_Exercise details_
Work through the entries below and show every line in which "positions" is found.

_Data_
- - -

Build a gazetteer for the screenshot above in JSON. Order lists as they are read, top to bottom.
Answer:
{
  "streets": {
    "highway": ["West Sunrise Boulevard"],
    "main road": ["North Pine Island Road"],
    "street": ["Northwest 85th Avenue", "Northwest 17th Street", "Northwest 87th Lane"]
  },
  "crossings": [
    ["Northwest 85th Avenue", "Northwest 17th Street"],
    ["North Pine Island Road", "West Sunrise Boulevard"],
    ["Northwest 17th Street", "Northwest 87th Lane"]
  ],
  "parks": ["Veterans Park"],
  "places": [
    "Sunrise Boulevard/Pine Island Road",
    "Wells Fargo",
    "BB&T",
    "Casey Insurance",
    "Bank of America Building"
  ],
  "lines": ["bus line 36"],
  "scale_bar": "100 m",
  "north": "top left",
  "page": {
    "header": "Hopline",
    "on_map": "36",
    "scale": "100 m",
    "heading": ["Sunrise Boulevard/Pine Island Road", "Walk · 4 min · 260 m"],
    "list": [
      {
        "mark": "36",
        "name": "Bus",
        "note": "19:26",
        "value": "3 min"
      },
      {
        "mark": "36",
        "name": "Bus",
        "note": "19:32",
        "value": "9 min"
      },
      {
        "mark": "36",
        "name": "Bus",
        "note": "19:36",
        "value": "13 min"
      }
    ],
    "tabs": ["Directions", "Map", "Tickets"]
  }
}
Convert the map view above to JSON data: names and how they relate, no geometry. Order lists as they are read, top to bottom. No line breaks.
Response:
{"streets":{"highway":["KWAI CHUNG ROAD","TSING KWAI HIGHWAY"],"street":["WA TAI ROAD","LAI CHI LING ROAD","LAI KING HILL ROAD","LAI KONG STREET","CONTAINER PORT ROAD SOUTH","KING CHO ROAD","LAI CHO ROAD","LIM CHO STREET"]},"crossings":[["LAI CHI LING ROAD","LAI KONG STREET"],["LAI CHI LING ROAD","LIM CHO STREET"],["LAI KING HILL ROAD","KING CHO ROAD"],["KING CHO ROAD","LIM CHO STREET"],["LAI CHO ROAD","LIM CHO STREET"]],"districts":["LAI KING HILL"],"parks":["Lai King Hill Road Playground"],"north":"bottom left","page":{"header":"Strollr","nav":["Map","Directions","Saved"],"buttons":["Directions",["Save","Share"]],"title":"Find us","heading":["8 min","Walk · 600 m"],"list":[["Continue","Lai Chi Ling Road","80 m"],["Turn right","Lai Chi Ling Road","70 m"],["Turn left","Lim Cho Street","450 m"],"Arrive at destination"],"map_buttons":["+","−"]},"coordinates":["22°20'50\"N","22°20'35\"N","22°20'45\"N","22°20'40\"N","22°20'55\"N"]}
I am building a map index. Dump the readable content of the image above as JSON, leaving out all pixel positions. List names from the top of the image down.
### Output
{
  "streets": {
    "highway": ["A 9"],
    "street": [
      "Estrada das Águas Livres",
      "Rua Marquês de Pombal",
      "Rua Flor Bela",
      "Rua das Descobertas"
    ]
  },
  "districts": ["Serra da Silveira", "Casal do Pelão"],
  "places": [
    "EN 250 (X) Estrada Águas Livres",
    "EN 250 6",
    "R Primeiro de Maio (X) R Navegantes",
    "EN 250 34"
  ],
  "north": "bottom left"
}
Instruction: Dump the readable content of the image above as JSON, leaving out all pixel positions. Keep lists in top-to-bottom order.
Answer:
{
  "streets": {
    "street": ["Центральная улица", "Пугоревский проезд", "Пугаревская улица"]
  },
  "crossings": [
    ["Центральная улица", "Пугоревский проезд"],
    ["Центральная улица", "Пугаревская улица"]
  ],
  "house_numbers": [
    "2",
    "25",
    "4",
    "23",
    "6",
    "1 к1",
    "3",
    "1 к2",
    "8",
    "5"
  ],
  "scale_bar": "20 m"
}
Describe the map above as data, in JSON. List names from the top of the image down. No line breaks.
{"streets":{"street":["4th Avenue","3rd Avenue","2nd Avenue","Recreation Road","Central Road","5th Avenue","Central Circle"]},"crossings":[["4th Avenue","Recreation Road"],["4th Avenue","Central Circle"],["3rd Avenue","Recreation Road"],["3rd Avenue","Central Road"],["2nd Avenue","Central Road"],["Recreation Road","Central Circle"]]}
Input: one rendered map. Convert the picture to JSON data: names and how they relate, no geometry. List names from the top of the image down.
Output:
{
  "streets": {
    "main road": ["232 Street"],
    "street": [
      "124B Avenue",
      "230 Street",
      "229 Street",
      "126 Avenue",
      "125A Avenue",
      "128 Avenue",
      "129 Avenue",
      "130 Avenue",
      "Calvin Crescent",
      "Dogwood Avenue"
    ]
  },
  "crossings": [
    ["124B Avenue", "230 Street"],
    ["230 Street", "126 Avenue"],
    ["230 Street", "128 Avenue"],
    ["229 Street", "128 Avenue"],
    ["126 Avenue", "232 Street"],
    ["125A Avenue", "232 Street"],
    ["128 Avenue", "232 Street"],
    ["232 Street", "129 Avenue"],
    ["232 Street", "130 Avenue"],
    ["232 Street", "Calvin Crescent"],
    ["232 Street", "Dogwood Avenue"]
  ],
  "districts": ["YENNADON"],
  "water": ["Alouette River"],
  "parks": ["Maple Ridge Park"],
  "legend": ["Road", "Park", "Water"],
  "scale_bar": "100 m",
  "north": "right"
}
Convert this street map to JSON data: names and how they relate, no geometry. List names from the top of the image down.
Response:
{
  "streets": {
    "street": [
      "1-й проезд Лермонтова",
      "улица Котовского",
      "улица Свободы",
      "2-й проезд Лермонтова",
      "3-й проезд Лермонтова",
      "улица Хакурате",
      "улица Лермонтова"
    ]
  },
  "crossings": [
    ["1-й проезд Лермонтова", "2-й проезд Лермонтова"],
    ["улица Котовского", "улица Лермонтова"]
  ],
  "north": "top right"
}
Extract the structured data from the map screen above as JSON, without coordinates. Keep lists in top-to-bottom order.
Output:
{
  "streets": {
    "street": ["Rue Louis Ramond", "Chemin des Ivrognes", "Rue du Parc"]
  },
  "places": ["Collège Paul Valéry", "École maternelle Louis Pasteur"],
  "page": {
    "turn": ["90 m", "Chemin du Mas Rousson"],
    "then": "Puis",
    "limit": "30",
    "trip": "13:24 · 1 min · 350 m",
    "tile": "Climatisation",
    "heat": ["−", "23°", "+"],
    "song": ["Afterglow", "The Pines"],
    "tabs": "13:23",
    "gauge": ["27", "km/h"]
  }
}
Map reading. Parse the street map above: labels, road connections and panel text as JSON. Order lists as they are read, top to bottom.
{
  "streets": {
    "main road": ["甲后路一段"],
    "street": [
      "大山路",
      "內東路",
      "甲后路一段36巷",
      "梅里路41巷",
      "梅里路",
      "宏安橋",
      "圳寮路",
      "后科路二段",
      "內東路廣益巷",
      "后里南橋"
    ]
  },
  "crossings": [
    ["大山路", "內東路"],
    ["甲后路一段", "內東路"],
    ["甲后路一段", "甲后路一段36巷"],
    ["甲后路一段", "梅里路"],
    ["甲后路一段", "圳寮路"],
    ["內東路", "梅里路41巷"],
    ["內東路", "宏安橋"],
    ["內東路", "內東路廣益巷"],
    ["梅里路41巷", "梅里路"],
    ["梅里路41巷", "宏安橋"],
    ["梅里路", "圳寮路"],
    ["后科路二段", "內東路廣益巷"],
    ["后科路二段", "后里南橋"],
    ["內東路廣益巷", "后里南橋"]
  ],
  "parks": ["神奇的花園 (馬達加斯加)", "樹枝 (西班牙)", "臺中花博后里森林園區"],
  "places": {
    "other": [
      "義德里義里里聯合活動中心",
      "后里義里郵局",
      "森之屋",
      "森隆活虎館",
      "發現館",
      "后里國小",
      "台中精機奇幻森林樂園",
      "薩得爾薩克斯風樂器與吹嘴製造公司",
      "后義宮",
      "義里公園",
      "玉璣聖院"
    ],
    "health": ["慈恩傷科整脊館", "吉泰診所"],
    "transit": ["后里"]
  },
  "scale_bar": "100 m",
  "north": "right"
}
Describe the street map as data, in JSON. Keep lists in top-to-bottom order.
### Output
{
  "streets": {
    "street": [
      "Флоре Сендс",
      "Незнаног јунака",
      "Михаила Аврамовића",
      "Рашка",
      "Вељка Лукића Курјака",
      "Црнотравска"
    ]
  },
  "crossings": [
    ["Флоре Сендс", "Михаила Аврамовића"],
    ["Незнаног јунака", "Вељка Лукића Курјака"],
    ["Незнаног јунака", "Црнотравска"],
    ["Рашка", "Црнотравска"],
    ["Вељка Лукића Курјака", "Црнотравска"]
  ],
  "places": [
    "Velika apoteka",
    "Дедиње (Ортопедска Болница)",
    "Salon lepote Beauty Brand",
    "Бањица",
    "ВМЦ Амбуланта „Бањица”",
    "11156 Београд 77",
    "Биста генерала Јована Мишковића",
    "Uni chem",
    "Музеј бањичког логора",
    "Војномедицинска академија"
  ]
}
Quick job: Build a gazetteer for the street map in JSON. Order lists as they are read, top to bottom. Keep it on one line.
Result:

- - -

_Result of the task_
I am building a map index. Dump the readable content of the image above as JSON, leaving out all pixel positions. List names from the top of the image down.
Instruction: Dump the readable content of the image above as JSON, leaving out all pixel positions. Keep lists in top-to-bottom order.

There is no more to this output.